Goal of the exercise
Output only the lines below from the one containing "M254 1012 249 1026 227 1051 232 1036Z" to the one containing "M75 791 145 855 82 923 12 859Z", exactly as written, both ends kept.

[Saved entries]
§
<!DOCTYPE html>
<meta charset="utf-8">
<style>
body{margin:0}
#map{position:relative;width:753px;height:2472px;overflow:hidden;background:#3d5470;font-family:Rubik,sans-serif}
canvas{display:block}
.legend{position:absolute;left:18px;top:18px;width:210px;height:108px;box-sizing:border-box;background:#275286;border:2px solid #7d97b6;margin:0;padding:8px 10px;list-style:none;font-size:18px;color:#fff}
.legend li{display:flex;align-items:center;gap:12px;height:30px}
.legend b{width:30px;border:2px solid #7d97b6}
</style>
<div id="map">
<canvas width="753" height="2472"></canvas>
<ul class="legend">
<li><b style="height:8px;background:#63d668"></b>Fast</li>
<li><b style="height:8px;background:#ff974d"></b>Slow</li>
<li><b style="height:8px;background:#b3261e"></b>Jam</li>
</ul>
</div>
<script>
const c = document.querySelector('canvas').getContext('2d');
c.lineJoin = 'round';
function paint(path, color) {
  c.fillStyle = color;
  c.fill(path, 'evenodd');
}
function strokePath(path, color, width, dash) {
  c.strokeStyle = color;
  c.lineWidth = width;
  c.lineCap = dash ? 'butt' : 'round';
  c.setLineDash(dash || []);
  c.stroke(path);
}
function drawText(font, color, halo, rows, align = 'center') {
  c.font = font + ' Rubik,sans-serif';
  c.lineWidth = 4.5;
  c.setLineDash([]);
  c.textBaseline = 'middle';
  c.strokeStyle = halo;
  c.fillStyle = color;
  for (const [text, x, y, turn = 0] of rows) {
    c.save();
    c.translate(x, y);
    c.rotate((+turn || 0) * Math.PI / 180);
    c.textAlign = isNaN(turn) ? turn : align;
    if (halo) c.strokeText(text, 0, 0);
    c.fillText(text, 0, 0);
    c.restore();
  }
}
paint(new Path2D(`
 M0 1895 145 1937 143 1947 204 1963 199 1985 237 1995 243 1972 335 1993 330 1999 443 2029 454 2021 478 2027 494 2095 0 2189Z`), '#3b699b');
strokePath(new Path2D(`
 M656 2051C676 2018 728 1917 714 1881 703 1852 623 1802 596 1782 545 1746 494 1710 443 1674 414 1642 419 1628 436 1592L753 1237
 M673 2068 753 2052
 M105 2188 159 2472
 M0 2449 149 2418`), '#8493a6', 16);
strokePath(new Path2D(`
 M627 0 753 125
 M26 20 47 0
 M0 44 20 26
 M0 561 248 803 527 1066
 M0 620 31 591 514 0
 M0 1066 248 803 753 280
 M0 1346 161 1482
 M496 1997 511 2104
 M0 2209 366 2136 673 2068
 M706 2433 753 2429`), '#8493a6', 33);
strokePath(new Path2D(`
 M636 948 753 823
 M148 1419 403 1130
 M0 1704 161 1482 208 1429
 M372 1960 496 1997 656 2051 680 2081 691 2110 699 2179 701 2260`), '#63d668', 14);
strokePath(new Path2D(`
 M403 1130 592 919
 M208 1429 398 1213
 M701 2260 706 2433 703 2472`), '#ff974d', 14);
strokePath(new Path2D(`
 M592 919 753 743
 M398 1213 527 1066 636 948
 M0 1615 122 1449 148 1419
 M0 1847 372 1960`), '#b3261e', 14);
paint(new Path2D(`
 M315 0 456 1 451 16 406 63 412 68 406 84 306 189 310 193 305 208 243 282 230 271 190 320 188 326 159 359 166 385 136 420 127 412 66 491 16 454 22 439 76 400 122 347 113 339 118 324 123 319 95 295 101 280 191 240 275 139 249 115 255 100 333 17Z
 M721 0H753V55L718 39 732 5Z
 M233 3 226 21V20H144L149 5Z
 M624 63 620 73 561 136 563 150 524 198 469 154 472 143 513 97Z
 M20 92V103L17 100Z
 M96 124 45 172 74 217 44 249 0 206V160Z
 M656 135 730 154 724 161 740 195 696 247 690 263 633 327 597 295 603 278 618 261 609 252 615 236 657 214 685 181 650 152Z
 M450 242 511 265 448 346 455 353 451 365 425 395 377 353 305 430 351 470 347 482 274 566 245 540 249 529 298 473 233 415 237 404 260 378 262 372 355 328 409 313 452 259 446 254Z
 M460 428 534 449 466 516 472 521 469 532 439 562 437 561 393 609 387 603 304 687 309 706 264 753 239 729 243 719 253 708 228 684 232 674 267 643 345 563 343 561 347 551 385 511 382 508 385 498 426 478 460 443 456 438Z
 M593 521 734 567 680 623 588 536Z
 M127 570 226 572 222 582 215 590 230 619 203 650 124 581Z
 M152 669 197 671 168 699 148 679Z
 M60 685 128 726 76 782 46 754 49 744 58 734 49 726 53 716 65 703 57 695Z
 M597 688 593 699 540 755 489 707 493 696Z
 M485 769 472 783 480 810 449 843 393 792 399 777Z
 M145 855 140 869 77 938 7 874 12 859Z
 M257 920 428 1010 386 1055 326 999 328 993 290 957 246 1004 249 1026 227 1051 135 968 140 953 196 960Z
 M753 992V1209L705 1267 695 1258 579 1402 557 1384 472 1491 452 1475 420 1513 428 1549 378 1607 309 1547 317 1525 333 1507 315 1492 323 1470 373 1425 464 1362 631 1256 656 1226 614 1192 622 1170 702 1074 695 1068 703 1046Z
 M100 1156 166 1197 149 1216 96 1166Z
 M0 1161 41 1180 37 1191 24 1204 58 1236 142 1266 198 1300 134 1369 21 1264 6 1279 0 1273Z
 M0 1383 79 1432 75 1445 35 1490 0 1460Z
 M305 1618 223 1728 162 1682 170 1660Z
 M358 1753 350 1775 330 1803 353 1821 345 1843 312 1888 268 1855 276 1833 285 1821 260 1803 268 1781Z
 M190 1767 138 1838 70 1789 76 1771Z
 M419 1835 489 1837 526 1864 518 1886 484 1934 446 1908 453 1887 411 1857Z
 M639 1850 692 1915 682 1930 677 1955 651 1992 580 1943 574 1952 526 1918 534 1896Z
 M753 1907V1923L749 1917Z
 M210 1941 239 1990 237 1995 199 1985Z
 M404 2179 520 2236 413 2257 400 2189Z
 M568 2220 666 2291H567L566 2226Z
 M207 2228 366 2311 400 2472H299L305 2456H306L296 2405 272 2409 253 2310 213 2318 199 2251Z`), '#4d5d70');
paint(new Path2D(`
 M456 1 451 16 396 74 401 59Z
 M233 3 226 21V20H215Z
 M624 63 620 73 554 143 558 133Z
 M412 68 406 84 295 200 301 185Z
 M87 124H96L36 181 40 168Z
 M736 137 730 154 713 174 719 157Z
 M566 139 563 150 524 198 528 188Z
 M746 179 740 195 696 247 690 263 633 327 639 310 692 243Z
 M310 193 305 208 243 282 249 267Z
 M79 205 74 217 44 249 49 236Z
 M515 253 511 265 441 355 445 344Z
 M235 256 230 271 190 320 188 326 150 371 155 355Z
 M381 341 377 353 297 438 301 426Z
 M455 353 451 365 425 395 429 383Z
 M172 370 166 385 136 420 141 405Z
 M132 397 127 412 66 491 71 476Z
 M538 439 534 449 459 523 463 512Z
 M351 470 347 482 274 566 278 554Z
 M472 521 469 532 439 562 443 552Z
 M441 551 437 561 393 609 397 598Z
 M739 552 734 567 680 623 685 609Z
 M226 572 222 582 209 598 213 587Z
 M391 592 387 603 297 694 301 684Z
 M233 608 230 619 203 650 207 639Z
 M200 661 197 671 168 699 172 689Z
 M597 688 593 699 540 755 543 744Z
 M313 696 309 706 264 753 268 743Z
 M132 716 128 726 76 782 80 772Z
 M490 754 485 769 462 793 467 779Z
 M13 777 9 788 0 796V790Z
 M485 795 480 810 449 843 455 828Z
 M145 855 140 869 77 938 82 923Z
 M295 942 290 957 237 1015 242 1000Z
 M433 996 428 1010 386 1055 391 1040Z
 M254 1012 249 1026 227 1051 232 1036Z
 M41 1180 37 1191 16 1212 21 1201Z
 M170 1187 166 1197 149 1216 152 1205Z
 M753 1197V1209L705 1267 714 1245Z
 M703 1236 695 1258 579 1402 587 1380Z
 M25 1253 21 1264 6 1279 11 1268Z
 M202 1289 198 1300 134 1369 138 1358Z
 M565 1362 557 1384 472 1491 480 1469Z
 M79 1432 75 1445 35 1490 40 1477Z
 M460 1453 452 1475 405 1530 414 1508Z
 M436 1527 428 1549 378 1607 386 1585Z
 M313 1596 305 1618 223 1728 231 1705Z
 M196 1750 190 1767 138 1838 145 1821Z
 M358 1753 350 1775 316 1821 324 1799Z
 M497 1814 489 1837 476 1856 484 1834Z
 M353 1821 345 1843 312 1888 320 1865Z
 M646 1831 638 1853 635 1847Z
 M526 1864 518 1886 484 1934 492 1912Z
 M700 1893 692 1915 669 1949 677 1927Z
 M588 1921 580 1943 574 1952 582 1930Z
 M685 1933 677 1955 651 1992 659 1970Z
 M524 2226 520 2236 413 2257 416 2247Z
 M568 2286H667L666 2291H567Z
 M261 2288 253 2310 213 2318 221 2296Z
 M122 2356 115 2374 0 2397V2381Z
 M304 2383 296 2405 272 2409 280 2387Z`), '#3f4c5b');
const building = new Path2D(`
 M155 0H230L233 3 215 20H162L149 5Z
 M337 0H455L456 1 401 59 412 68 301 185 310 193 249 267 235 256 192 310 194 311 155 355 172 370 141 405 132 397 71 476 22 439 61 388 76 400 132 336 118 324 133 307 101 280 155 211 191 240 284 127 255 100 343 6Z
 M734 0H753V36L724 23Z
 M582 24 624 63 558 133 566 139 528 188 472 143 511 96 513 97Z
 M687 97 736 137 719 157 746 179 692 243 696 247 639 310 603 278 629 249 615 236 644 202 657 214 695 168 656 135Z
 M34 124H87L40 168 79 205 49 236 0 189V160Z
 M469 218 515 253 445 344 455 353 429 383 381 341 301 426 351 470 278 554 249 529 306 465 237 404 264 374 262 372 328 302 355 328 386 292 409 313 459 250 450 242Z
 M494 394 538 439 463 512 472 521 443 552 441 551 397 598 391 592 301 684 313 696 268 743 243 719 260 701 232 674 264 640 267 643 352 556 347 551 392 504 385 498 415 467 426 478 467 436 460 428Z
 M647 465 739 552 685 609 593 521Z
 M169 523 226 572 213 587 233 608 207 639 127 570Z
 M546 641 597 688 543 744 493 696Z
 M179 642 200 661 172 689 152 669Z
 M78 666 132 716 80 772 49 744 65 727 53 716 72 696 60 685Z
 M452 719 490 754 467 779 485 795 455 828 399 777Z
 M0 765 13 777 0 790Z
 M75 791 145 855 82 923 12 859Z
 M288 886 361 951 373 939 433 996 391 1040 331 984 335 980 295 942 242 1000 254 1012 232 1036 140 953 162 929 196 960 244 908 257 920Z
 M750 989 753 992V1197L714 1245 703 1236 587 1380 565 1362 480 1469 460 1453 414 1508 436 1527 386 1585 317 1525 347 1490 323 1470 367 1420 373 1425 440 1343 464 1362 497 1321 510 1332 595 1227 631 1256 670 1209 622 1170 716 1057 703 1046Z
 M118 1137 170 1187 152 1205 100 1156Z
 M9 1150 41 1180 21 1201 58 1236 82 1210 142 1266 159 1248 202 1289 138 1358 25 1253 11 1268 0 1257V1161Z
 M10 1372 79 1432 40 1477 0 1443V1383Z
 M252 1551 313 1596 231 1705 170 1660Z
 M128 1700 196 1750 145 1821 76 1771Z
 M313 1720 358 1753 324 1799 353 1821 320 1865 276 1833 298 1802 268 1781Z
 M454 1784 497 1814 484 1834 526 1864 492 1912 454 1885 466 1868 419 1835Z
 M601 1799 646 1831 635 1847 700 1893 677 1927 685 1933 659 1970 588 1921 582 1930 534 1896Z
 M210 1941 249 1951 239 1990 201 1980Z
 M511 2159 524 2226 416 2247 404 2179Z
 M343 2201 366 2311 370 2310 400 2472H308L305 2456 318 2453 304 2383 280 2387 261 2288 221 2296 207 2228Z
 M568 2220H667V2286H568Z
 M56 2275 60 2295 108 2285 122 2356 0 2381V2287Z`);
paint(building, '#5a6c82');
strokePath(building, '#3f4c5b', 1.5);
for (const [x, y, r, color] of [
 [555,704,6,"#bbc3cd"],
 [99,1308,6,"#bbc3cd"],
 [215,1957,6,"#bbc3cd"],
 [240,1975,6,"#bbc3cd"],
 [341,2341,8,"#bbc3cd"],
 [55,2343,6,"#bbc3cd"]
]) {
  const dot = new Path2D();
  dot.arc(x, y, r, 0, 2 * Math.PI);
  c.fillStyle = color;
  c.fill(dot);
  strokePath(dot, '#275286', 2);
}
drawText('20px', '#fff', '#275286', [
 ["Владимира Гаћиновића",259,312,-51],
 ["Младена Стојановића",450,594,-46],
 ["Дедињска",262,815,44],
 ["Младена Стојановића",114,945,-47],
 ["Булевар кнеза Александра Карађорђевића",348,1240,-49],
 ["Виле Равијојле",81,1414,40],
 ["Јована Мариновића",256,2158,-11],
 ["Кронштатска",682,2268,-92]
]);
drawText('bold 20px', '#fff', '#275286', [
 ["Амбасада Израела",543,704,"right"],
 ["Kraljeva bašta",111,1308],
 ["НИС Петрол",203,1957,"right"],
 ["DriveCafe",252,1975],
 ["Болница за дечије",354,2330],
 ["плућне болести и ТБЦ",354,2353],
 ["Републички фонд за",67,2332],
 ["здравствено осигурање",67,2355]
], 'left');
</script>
§
Your response
 M254 1012 249 1026 227 1051 232 1036Z
 M41 1180 37 1191 16 1212 21 1201Z
 M170 1187 166 1197 149 1216 152 1205Z
 M753 1197V1209L705 1267 714 1245Z
 M703 1236 695 1258 579 1402 587 1380Z
 M25 1253 21 1264 6 1279 11 1268Z
 M202 1289 198 1300 134 1369 138 1358Z
 M565 1362 557 1384 472 1491 480 1469Z
 M79 1432 75 1445 35 1490 40 1477Z
 M460 1453 452 1475 405 1530 414 1508Z
 M436 1527 428 1549 378 1607 386 1585Z
 M313 1596 305 1618 223 1728 231 1705Z
 M196 1750 190 1767 138 1838 145 1821Z
 M358 1753 350 1775 316 1821 324 1799Z
 M497 1814 489 1837 476 1856 484 1834Z
 M353 1821 345 1843 312 1888 320 1865Z
 M646 1831 638 1853 635 1847Z
 M526 1864 518 1886 484 1934 492 1912Z
 M700 1893 692 1915 669 1949 677 1927Z
 M588 1921 580 1943 574 1952 582 1930Z
 M685 1933 677 1955 651 1992 659 1970Z
 M524 2226 520 2236 413 2257 416 2247Z
 M568 2286H667L666 2291H567Z
 M261 2288 253 2310 213 2318 221 2296Z
 M122 2356 115 2374 0 2397V2381Z
 M304 2383 296 2405 272 2409 280 2387Z`), '#3f4c5b');
const building = new Path2D(`
 M155 0H230L233 3 215 20H162L149 5Z
 M337 0H455L456 1 401 59 412 68 301 185 310 193 249 267 235 256 192 310 194 311 155 355 172 370 141 405 132 397 71 476 22 439 61 388 76 400 132 336 118 324 133 307 101 280 155 211 191 240 284 127 255 100 343 6Z
 M734 0H753V36L724 23Z
 M582 24 624 63 558 133 566 139 528 188 472 143 511 96 513 97Z
 M687 97 736 137 719 157 746 179 692 243 696 247 639 310 603 278 629 249 615 236 644 202 657 214 695 168 656 135Z
 M34 124H87L40 168 79 205 49 236 0 189V160Z
 M469 218 515 253 445 344 455 353 429 383 381 341 301 426 351 470 278 554 249 529 306 465 237 404 264 374 262 372 328 302 355 328 386 292 409 313 459 250 450 242Z
 M494 394 538 439 463 512 472 521 443 552 441 551 397 598 391 592 301 684 313 696 268 743 243 719 260 701 232 674 264 640 267 643 352 556 347 551 392 504 385 498 415 467 426 478 467 436 460 428Z
 M647 465 739 552 685 609 593 521Z
 M169 523 226 572 213 587 233 608 207 639 127 570Z
 M546 641 597 688 543 744 493 696Z
 M179 642 200 661 172 689 152 669Z
 M78 666 132 716 80 772 49 744 65 727 53 716 72 696 60 685Z
 M452 719 490 754 467 779 485 795 455 828 399 777Z
 M0 765 13 777 0 790Z
 M75 791 145 855 82 923 12 859Z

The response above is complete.